Similar technology was later developed to identify content that might be connected to suspected terrorist activity and collect it in a database run by the Global Internet Forum to Counter Terrorism (GIFCT), a collaboration of technology companies, government, civil society and academia. Following the 2019 Christchurch shooting livestreamed across Facebook, there was renewed government support for GIFCT, as well as growing pressure for more social platforms to join.
Yet even GIFCT’s story highlights huge governance, accountability and free speech challenges for platforms. For one, the technology struggles with interpreting context and intent, and with looser definitions about what constitutes terrorist content, there is more room for false positives and oppressive tactics. Governments can use “terrorist” as a label to quiet political opposition, and in particular, GIFCT’s focus on the Islamic State and Al-Qaeda puts content from Muslims and Arabs at greater risk of over-removal.
Data from GIFCT’s recent transparency report also shows that 72 per cent of content in its database is “Glorification of Terrorist Acts,” a broad category that could include some forms of legal and legitimate speech. This underscores one of the biggest challenges for platforms looking to moderate audiovisual content at scale: Legal speech is a lot harder to moderate than illegal speech. Why? Because even though the boundaries of illegal speech are fuzzy, they are at least defined in law.
However, speech being legal does not make it acceptable, and the boundaries of acceptable legal speech are bitterly contested.

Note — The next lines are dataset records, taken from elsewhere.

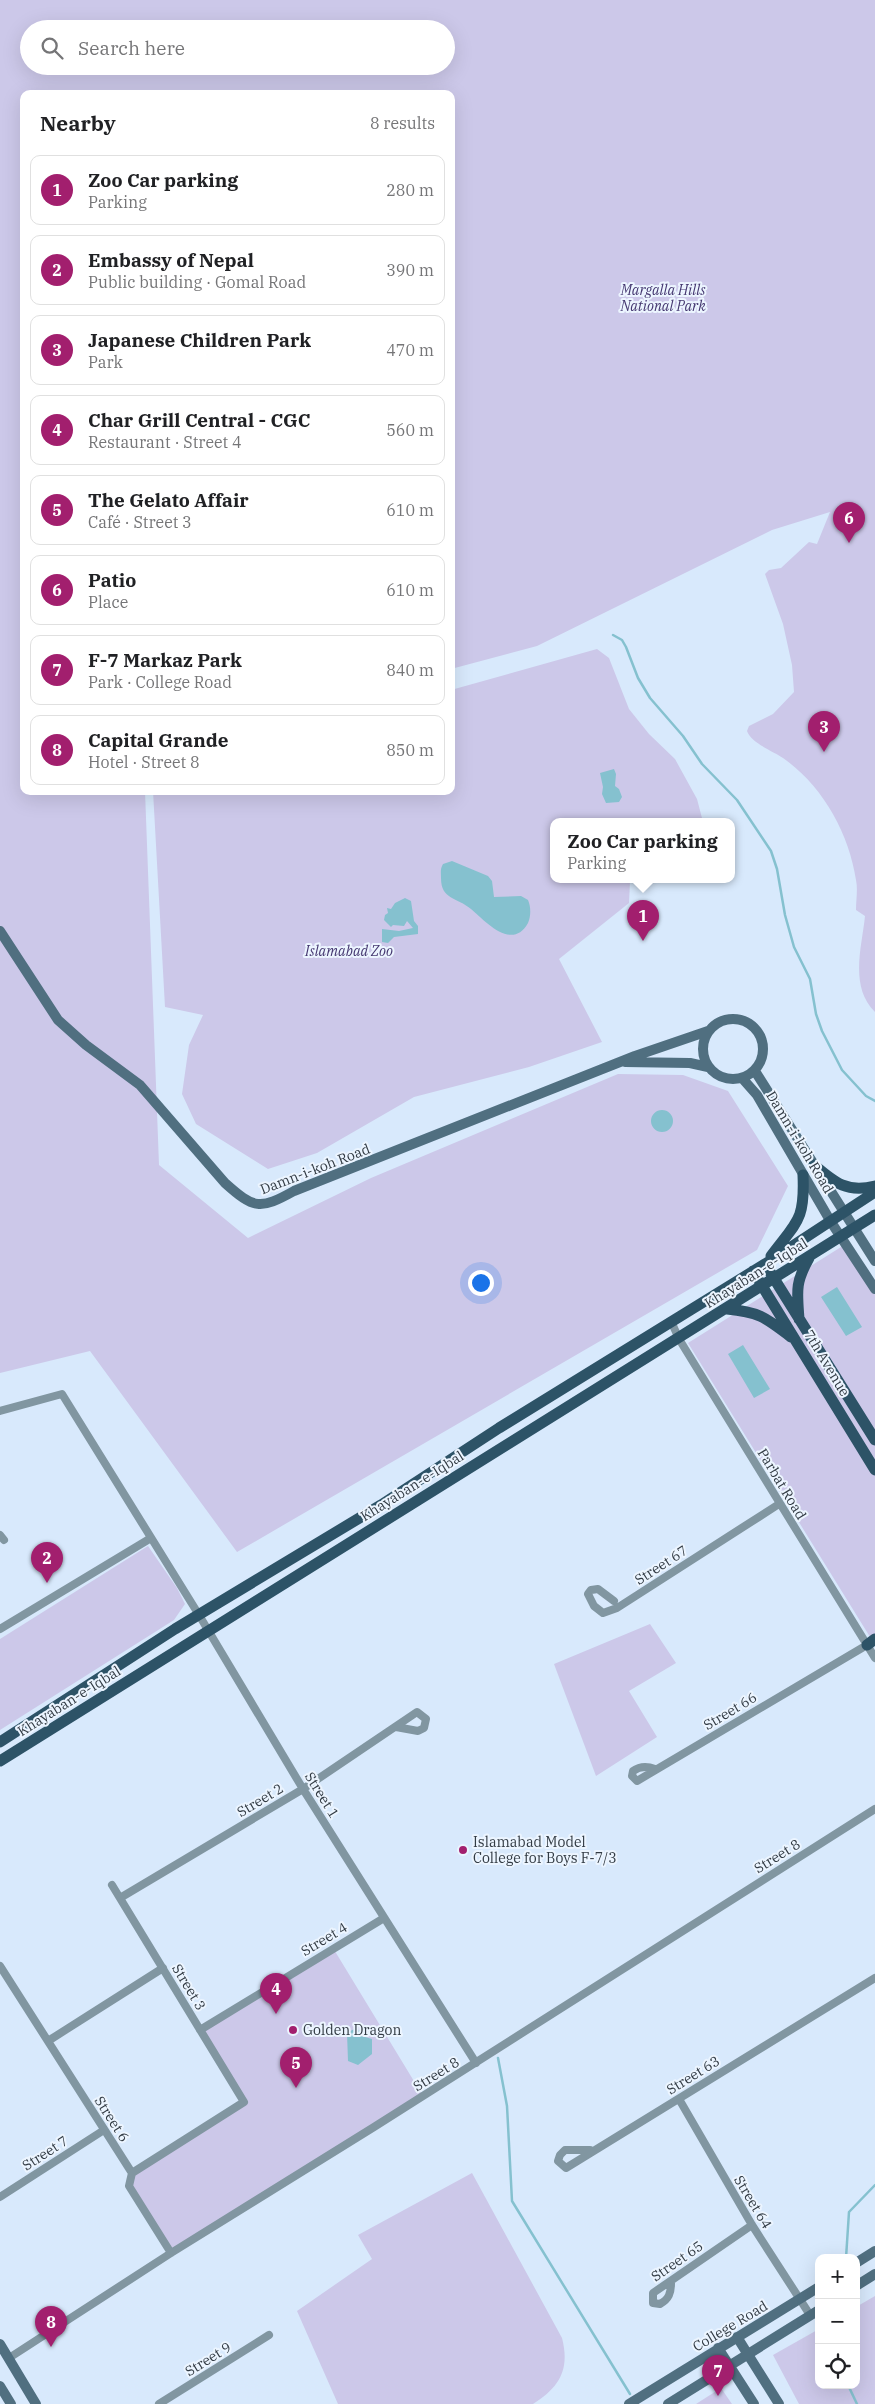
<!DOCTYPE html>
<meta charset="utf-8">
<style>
:root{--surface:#fff;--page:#f6f6f6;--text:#202124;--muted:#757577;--line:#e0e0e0;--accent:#a21f6e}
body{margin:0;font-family:"IBM Plex Serif",serif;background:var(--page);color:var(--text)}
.controls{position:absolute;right:15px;bottom:15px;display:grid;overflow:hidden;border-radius:10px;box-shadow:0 5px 20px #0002}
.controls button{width:45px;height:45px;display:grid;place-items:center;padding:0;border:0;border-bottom:1px solid var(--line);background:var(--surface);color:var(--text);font:25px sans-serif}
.you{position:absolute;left:480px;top:1282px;width:18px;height:18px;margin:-12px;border:4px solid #fff;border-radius:50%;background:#1a73e8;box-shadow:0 0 0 8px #1a73e833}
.badge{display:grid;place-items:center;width:32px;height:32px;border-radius:50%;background:var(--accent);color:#fff;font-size:16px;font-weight:700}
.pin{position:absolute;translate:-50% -41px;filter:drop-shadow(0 1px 2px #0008)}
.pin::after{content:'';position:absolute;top:26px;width:18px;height:15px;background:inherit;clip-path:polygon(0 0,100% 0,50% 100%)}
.popup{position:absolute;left:550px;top:818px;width:185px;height:65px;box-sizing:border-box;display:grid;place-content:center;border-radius:10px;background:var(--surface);filter:drop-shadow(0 1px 4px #0005);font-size:16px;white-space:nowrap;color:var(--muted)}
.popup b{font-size:19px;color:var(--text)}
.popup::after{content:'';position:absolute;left:50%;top:100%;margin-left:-10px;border:10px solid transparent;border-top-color:var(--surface)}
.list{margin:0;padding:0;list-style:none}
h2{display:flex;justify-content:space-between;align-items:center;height:65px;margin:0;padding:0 20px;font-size:21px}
h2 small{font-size:16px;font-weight:400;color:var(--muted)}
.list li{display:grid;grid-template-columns:32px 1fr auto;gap:15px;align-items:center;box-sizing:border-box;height:70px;margin:0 10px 10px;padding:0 10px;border:1px solid var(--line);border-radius:10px}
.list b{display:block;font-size:19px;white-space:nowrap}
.list p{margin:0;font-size:16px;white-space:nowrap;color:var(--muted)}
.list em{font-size:16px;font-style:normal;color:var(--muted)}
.icon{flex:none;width:28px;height:28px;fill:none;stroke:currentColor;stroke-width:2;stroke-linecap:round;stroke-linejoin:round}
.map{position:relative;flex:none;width:875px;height:2404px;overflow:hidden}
.search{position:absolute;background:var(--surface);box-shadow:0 5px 20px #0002;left:20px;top:20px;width:435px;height:55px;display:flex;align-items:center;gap:12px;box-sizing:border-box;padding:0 18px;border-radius:28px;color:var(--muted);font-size:19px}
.panel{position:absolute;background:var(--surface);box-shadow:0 5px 20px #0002;left:20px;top:90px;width:435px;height:705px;border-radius:10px}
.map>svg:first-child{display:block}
.green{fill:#ccc8e9;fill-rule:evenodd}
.water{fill:#85c1cf}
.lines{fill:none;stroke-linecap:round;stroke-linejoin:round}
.stream{stroke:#85c1cf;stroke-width:2.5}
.street{stroke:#8196a1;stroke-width:8}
.secondary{stroke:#506f80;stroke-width:10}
.primary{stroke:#2d5367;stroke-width:11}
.poi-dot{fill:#a21f6e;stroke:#ecf5ff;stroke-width:2}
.labels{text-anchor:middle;stroke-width:4;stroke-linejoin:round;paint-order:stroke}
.park-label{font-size:14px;font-style:italic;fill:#443770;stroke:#ecf5ff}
.street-label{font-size:14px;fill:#323b44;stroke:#ecf5ff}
.poi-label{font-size:14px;fill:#323b44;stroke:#ecf5ff;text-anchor:start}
</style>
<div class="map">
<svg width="875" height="2404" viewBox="0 0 875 2404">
<rect width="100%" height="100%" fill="#d8e9fc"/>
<path class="green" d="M0 0H875V1012C849 986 862 947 865 916L856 910C856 900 858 889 856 880 849 833 822 785 783 758 773 751 751 743 747 731L749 726 773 714 794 692 792 665 783 624 765 574 769 570 781 568 809 542 817 544 830 512 772 530 537 646 451 669V94H24V791H145L159 1165 248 1238 371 1178 618 1074 683 1075 728 1091 788 1186 757 1250 237 1552 90 1351 0 1373ZM29 29H446V66H29Z
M597 649 609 658 629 709 649 734 675 759 697 799 703 822H554V880H635L630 881 629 903 559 959 602 1042 529 1067 414 1097 317 1153 268 1169 196 1124 182 1094 189 1045 203 1015 165 1007 153 791H451V690Z
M849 1242 875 1283V1645L688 1343Z
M148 1546 177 1588 185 1604 174 1620 0 1730V1639Z
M650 1624 676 1663 629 1691 657 1737 596 1776 554 1664Z
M333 1948 423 2096 171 2253 129 2186 132 2173 244 2102 200 2030Z
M472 2173 562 2338C570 2369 560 2387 533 2404H338L297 2311 372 2259 358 2235Z
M875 2296V2404H799L773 2355 819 2329V2385H856V2307Z
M721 2388 732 2404H696Z"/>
<path class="water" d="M614 769 616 774 615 786 619 789 622 797 619 802 606 803 602 794 603 787 600 773Z
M452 861 488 876 492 881 494 897 521 896 528 900C531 907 531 916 528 923 512 952 484 920 471 909 457 897 441 900 441 878 441 873 440 869 443 864Z
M405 898 411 901 414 921 418 926V934L394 937 388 943 382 942V929L399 931 413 928 407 921 404 926 393 925 391 927 384 920 385 915 388 913 387 908 391 909 395 903Z
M651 1121a11 11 0 1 1 22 0a11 11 0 1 1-22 0Z
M837 1287 862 1327 846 1336 821 1297Z
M743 1345 770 1389 754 1398 728 1354Z
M354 2029 360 2030 362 2036 372 2039V2054L358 2065 348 2061 347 2033Z"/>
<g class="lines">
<path class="stream" d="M613 635 622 640 626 647 638 678 650 698 683 736 702 764 737 800 771 851 777 869 785 915 794 947 810 979 816 1014 822 1031 842 1070 866 1096 875 1101
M498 2058 507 2106 512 2201 630 2394
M846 2258 849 2212 875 2185
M848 2385 857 2404"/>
<path class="street" d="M671 1321 679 1339 875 1658
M0 1411 62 1394 199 1615 303 1789 476 2063
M0 1535 4 1540
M614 1601 598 1589 591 1590 588 1594 594 1606 603 1613 617 1608 779 1504
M0 1629 151 1538
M655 1769C647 1766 640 1766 633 1771L632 1776 637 1781 867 1645
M112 1885 244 2102 132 2173
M120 1898 303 1789 417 1712 426 1719 424 1728 418 1731 396 1727
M0 1966 132 2173
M200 2030 384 1918
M48 2041 163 1968
M679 2099 752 2225 810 2315
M590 2150H565L560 2155 558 2161 566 2168 875 1978
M132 2173 129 2186 171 2253
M0 2197 104 2130
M671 2283C671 2293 669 2299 660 2304L653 2303V2293L752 2225
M9 2358 171 2253 374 2127 875 1809
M159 2404 269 2335"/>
<path class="secondary" d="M0 931 58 1020 86 1045 140 1085 225 1183C254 1209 260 1210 294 1191L635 1056 708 1031
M703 1049a30 30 0 1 1 60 0a30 30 0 1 1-60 0Z
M625 1062 690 1063 708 1067
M755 1071 875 1261
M742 1078 757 1095 831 1222 875 1289
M856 2263 875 2251
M856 2286 875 2274
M737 2337 779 2404
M0 2344 36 2404
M718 2348 754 2404
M0 2386 11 2404
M629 2404 819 2287
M668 2404 819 2310"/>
<path class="primary" d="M814 1165C835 1183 847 1193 875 1186
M771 1256C797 1221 805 1221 803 1175
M753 1271 875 1470
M770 1272 875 1440
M727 1309C760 1312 766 1318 791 1337
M799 1319C797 1291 795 1283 809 1258
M867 1645 875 1639
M0 1742 175 1629 381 1505 499 1428 765 1264 875 1192
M0 1761 875 1215"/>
</g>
<g class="poi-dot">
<circle cx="463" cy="1850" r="5"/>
<circle cx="293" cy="2030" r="5"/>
</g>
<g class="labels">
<g class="park-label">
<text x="663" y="295">Margalla Hills<tspan x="663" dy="16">National Park</tspan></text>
<text x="349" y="956">Islamabad Zoo</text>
</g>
<g class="street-label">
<text transform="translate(800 1142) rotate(59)" y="5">Damn-i-koh Road</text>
<text transform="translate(315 1169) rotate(-21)" y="5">Damn-i-koh Road</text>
<text transform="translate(756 1273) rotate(-32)" y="5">Khayaban-e-Iqbal</text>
<text transform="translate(827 1363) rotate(59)" y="5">7th Avenue</text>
<text transform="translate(782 1484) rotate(59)" y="5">Parbat Road</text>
<text transform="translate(412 1486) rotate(-32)" y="5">Khayaban-e-Iqbal</text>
<text transform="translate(661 1565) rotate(-33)" y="5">Street 67</text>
<text transform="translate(69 1701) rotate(-32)" y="5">Khayaban-e-Iqbal</text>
<text transform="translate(730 1711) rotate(-31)" y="5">Street 66</text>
<text transform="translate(322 1795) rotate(58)" y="5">Street 1</text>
<text transform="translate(260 1800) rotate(-31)" y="5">Street 2</text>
<text transform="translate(777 1856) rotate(-32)" y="5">Street 8</text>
<text transform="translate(324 1939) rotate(-31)" y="5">Street 4</text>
<text transform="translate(189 1987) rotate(59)" y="5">Street 3</text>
<text transform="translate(436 2074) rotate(-32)" y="5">Street 8</text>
<text transform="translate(693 2075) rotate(-32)" y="5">Street 63</text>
<text transform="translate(112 2119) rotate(57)" y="5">Street 6</text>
<text transform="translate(45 2153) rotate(-33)" y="5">Street 7</text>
<text transform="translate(753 2202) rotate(59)" y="5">Street 64</text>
<text transform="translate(677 2261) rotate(-35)" y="5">Street 65</text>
<text transform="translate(730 2326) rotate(-31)" y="5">College Road</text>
<text transform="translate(208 2359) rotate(-32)" y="5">Street 9</text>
</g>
<g class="poi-label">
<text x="473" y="1847">Islamabad Model<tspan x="473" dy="16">College for Boys F-7/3</tspan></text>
<text x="303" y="2035">Golden Dragon</text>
</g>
</g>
</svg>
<div class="controls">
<button>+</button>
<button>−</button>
<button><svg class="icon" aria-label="locate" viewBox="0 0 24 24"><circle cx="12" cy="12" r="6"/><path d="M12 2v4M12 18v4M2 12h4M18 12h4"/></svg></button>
</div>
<div class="you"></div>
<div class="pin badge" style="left:643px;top:941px">1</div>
<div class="popup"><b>Zoo Car parking</b>Parking</div>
<div class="pin badge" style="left:47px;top:1583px">2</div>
<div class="pin badge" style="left:824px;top:752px">3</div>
<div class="pin badge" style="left:276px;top:2014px">4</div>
<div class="pin badge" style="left:296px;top:2088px">5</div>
<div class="pin badge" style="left:849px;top:543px">6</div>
<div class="pin badge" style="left:718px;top:2396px">7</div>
<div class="pin badge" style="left:51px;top:2347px">8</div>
<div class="search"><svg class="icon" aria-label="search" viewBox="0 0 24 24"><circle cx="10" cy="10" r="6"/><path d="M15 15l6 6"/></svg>Search here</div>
<section class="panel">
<h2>Nearby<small>8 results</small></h2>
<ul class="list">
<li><span class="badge">1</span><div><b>Zoo Car parking</b><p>Parking</p></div><em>280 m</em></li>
<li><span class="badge">2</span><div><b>Embassy of Nepal</b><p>Public building · Gomal Road</p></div><em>390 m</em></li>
<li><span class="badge">3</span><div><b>Japanese Children Park</b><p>Park</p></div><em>470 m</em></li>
<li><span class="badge">4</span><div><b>Char Grill Central - CGC</b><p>Restaurant · Street 4</p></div><em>560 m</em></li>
<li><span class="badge">5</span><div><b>The Gelato Affair</b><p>Café · Street 3</p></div><em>610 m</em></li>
<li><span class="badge">6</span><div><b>Patio</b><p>Place</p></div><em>610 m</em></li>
<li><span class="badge">7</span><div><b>F-7 Markaz Park</b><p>Park · College Road</p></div><em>840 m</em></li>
<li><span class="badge">8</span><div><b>Capital Grande</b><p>Hotel · Street 8</p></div><em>850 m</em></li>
</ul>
</section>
</div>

This poses an extra challenge for moderating audiovisual misinformation. Unlike child sexual abuse material, misinformation is not a crime (some countries have criminalized misinformation, but in most cases its definition remains vague). It is also extremely difficult to define, even if you try to set parameters around certain categories as defined by “authoritative” sources, much like photoDNA and GIFCT try to match content against an existing database.
For example, in October, YouTube said it would remove any content about Covid-19 vaccines that contradicts consensus from local health authorities or the World Health Organization. But as we’ve learned, identifying consensus in a rapidly developing public health crisis isn’t easy. The WHO at first said face masks did not protect the wearer, amid a global shortage of PPE, before reversing course much later on.
Which is to say: Even though automated moderation has had mixed results with certain types of content, moderating at scale — particularly when it comes to visual disinformation — poses enormous challenges. Some of these are technological, such as how to accurately interpret context and intent. And some of these are part of a wider discussion about governance, such as whether platforms should be moderating legal speech and in what circumstances.
To be sure, this is not an argument for harsher content moderation or longer working hours for human content moderators (who are mostly contractors, and who already have to watch some of the most traumatizing content on the internet for less pay and fewer protections than full-time employees). What we do need is more research about visual disinformation and the platforms where it spreads. But first we’ll need more answers from the platforms about how they moderate such content.